Source material:
====

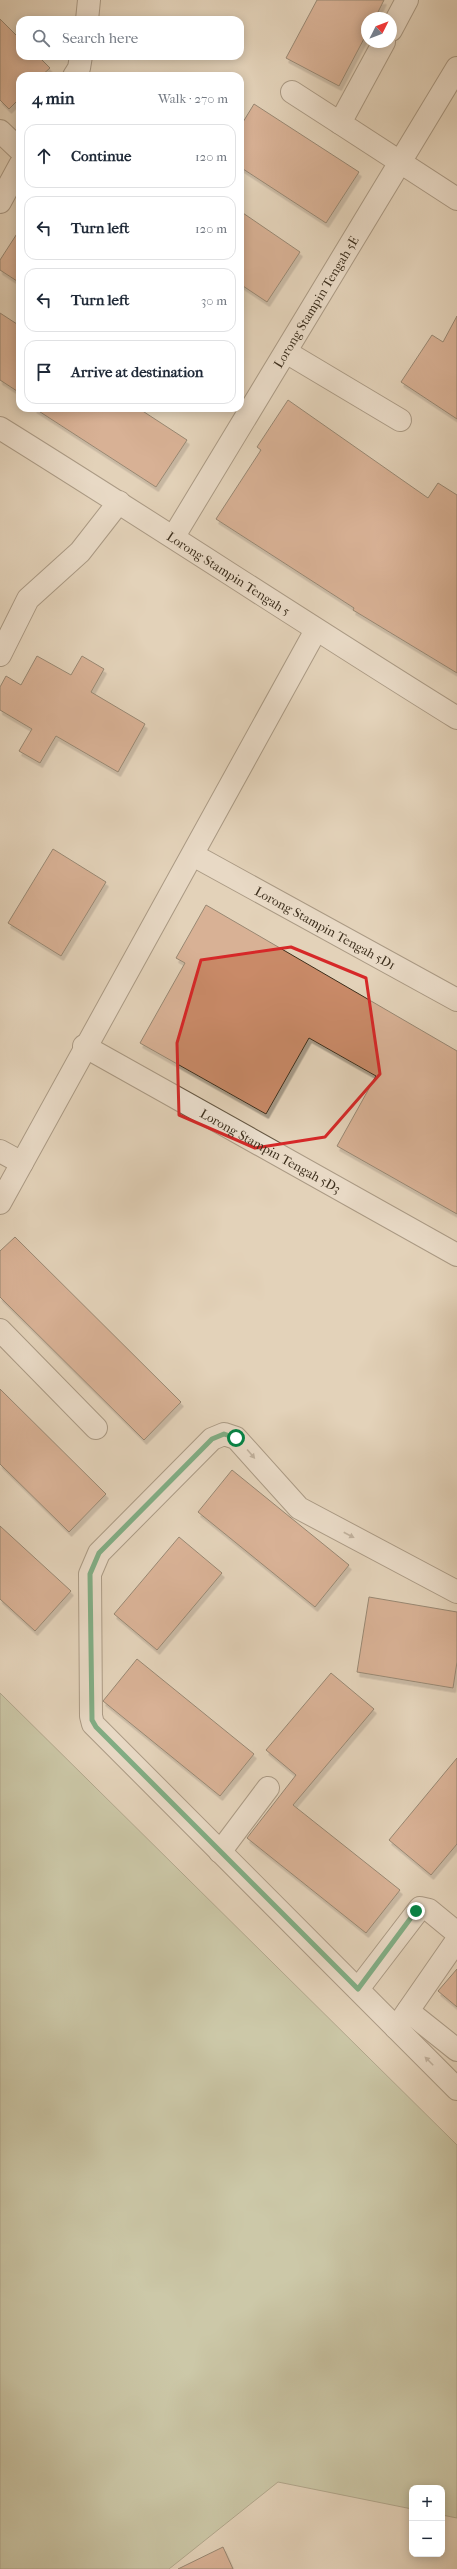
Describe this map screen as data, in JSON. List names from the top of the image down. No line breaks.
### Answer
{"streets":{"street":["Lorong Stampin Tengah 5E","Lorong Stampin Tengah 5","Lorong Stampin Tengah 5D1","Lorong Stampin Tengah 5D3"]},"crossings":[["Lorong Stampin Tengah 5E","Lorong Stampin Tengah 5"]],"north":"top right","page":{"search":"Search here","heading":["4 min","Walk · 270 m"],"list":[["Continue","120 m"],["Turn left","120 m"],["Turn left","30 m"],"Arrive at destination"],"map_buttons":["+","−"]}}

====

Work item: Your job is to reproduce the material exactly. Keep pictures out of it.

Response to the exercise:
Describe this map screen as data, in JSON. List names from the top of the image down. No line breaks.
### Answer
{"streets":{"street":["Lorong Stampin Tengah 5E","Lorong Stampin Tengah 5","Lorong Stampin Tengah 5D1","Lorong Stampin Tengah 5D3"]},"crossings":[["Lorong Stampin Tengah 5E","Lorong Stampin Tengah 5"]],"north":"top right","page":{"search":"Search here","heading":["4 min","Walk · 270 m"],"list":[["Continue","120 m"],["Turn left","120 m"],["Turn left","30 m"],"Arrive at destination"],"map_buttons":["+","−"]}}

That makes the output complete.